Give back every line of the data, word for word.

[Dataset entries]
● ● ●

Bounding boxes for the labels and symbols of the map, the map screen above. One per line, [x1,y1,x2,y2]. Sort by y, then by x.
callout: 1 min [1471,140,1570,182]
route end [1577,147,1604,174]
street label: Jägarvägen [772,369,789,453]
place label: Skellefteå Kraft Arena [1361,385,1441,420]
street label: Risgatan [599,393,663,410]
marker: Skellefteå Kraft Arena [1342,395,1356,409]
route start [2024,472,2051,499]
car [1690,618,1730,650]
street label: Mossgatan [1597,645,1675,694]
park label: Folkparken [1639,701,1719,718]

● ● ●

**Solution**
Bounding boxes for the labels and symbols of the map, the map screen above. One per line, [x1,y1,x2,y2]. Sort by y, then by x.
callout: 1 min [1471,140,1570,182]
route end [1577,147,1604,174]
street label: Jägarvägen [772,369,789,453]
place label: Skellefteå Kraft Arena [1361,385,1441,420]
street label: Risgatan [599,393,663,410]
marker: Skellefteå Kraft Arena [1342,395,1356,409]
route start [2024,472,2051,499]
car [1690,618,1730,650]
street label: Mossgatan [1597,645,1675,694]
park label: Folkparken [1639,701,1719,718]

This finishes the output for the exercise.